Considered one of the most successful and costly cyberattacks in history, NotPetya is attributed to Voodoo Bear. This group has a long service record in Ukraine. “The activity has never stopped in recent years. Operations in Russian cyberspace are part of a wide range of tools including operations of influence, information and disinformation; military actions and diplomatic and financial pressures,” says Meyers.
Ukraine, the eternal goal
In May 2014, a month after Russia annexed Crimea, the Voodoo Bear group torpedoed Ukraine’s energy and transportation infrastructure. In the winter of 2015, malicious software shut down several power plants, leaving more than 80,000 people without power (and no option to keep warm). Ukraine accused Russia of being behind the attack. Moscow denied having anything to do with it.

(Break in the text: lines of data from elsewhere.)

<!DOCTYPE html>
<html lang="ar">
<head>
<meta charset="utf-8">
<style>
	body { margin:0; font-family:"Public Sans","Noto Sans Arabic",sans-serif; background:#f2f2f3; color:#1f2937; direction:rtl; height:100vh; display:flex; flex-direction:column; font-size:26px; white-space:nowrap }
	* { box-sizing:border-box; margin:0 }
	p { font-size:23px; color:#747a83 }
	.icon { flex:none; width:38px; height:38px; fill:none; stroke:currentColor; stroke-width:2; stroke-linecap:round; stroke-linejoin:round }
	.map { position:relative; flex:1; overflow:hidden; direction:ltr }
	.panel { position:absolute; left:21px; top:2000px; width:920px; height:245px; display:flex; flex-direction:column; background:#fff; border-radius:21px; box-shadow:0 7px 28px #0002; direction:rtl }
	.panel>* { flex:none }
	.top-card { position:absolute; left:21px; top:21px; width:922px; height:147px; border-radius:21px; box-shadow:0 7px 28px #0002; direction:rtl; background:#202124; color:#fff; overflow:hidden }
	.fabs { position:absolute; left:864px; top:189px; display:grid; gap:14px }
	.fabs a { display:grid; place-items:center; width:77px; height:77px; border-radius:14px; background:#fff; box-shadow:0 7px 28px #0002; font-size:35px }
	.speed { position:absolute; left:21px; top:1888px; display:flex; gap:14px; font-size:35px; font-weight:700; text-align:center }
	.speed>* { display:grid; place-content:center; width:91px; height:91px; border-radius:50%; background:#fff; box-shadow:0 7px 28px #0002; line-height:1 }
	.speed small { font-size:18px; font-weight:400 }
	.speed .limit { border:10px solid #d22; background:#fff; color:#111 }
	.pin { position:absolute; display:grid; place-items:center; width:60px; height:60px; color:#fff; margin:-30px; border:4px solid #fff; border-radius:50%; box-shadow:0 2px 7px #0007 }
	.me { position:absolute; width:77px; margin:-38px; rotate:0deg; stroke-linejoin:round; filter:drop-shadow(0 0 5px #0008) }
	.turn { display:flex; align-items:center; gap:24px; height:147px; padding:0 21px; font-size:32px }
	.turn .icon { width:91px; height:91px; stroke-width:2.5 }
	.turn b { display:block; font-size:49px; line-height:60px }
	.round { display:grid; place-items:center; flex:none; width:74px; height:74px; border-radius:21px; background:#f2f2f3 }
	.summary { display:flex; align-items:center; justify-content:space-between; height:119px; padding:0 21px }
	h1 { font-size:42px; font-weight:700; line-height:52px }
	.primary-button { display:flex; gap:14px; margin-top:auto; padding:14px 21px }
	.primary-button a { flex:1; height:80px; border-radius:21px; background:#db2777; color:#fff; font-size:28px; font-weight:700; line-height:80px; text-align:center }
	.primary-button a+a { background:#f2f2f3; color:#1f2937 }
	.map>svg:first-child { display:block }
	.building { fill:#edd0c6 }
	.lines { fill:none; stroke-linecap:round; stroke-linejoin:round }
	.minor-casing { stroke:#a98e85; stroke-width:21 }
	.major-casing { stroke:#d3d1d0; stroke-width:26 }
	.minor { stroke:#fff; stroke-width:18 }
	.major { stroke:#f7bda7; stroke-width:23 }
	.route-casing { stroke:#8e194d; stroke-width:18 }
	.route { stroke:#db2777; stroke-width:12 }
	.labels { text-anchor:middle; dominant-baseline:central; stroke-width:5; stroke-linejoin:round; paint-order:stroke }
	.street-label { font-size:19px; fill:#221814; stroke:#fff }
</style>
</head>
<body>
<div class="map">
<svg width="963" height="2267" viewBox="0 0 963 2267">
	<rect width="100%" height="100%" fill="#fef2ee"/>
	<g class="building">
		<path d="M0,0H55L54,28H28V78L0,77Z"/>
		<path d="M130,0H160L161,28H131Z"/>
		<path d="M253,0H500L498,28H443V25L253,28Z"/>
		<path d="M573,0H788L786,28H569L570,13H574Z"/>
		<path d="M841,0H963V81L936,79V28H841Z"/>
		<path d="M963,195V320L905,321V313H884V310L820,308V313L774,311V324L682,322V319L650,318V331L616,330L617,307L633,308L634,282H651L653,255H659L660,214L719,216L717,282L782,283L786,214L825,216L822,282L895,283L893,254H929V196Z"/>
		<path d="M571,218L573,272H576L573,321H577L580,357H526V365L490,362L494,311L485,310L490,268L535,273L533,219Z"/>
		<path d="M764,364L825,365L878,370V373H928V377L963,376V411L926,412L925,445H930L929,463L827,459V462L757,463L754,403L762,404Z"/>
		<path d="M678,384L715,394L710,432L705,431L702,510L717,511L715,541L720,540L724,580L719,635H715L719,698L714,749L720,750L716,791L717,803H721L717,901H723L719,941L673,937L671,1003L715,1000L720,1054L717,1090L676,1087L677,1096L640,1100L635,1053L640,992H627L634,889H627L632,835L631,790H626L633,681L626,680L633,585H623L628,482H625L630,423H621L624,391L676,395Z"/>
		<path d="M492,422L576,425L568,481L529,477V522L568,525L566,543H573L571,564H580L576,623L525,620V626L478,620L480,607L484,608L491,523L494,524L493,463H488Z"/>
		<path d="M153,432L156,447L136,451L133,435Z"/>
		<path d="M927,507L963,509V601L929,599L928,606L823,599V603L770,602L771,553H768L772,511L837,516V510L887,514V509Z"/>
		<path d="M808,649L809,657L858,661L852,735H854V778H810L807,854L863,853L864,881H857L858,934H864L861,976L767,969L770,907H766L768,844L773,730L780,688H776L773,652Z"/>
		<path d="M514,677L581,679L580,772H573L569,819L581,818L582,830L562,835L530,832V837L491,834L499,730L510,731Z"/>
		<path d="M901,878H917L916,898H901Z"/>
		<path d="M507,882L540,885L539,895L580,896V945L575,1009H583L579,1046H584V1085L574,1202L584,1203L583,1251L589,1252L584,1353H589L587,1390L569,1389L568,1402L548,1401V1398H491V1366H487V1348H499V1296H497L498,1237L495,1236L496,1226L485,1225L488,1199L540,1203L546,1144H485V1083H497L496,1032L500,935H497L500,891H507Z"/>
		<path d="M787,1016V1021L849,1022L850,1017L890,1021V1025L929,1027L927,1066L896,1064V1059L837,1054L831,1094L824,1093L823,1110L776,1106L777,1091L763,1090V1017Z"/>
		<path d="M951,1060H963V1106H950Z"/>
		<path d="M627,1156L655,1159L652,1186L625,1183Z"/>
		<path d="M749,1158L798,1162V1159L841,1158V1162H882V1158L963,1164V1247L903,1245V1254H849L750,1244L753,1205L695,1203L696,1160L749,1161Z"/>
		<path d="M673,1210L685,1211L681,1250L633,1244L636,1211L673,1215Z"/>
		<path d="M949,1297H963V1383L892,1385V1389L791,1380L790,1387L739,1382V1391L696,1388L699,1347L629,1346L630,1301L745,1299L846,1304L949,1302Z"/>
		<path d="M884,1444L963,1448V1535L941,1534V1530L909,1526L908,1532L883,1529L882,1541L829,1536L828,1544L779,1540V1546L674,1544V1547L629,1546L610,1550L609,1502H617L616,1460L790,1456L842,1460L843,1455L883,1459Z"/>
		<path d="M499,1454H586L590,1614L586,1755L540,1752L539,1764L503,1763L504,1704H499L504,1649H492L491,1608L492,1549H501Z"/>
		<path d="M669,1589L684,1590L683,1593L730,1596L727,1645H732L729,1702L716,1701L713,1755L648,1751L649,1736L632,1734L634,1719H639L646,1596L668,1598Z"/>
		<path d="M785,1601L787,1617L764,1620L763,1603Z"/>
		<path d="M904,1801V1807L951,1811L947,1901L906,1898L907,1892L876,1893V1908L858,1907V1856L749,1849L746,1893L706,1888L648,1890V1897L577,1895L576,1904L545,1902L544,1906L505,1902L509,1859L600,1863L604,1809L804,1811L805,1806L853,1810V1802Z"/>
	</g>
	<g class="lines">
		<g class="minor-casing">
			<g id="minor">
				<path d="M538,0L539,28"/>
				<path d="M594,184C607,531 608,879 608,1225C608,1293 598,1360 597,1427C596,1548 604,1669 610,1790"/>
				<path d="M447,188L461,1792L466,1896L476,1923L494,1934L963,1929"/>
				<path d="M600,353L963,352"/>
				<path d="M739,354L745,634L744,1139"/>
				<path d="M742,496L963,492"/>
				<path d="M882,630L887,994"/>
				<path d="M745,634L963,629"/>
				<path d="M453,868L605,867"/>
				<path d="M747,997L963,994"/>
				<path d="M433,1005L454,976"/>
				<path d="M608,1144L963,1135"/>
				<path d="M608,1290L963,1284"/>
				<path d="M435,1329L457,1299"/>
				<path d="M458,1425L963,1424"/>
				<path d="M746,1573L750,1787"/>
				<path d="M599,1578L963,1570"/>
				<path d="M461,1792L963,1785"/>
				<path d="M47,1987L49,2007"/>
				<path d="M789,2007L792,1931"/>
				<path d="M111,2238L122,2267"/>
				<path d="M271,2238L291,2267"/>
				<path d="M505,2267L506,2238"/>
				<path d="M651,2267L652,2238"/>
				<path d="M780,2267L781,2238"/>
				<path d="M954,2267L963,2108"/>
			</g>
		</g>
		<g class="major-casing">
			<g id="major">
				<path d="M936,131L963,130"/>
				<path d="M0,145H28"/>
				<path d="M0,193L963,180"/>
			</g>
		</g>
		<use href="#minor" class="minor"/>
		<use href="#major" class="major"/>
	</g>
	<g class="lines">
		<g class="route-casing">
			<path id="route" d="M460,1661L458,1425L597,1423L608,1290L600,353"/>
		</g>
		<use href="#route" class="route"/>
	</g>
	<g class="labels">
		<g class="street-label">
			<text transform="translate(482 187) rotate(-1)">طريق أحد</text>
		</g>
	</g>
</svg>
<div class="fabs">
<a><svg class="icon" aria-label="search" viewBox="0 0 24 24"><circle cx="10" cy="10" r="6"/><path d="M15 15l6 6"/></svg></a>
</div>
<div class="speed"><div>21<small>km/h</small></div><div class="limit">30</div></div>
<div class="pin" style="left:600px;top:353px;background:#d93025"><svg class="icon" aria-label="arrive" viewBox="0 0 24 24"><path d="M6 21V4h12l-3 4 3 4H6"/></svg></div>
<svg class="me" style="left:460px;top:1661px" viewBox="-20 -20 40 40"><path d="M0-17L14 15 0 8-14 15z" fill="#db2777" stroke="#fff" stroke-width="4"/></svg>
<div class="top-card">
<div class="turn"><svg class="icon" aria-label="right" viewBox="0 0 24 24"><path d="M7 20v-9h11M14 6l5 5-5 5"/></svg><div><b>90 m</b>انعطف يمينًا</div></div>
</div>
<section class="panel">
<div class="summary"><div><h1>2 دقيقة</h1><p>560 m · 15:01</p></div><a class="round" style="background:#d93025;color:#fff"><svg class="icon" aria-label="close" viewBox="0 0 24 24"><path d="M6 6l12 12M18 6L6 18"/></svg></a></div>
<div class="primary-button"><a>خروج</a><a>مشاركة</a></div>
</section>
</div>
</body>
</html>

Similar attacks followed the next two years, and in 2017 the ante was upped with the release of highly sophisticated malware. In addition to NotPetya, other viruses were detected, such as FakeCry or BadRabbit, aimed at sabotaging the country’s communications networks. “With these attacks, it was the first time that we detected that they tried to impersonate someone else: a supposed group of hacktivists called FSociety, name taken from the television series mr robot”, describes Meyers.
So far, no cyberattacks have been detected in the rest of Europe that seek to influence the Ukrainian scenario. “There is and will continue to be an increase in cyber warfare in Europe,” says Zac Warren, director of cybersecurity at the US firm Tanium. “Attacks like the one on Oiltanking Deutschland,” he says, referring to the German oil pipeline that was forced to shut down on February 3 after a cyberattack, “will continue to happen.” Although in this case it seems to be cybercrime: its motivation is merely economic.
The ground invasion of Ukraine changes the scenario. According to sources familiar with the situation, the staff of EU institutions related to cybersecurity have been alerted to prepare for cyberattacks in Europe. The EU Agency for Cybersecurity (ENISA) and its counterpart American (CISA) They have already issued alerts so that companies and institutions take extreme precautions in the face of what may be to come. “We will probably see a new wave of cyberattacks in Ukraine aimed at cutting off communications in the country to force the Ukrainian leaders to surrender or leave Kiev,” says Rodríguez, from Cidob.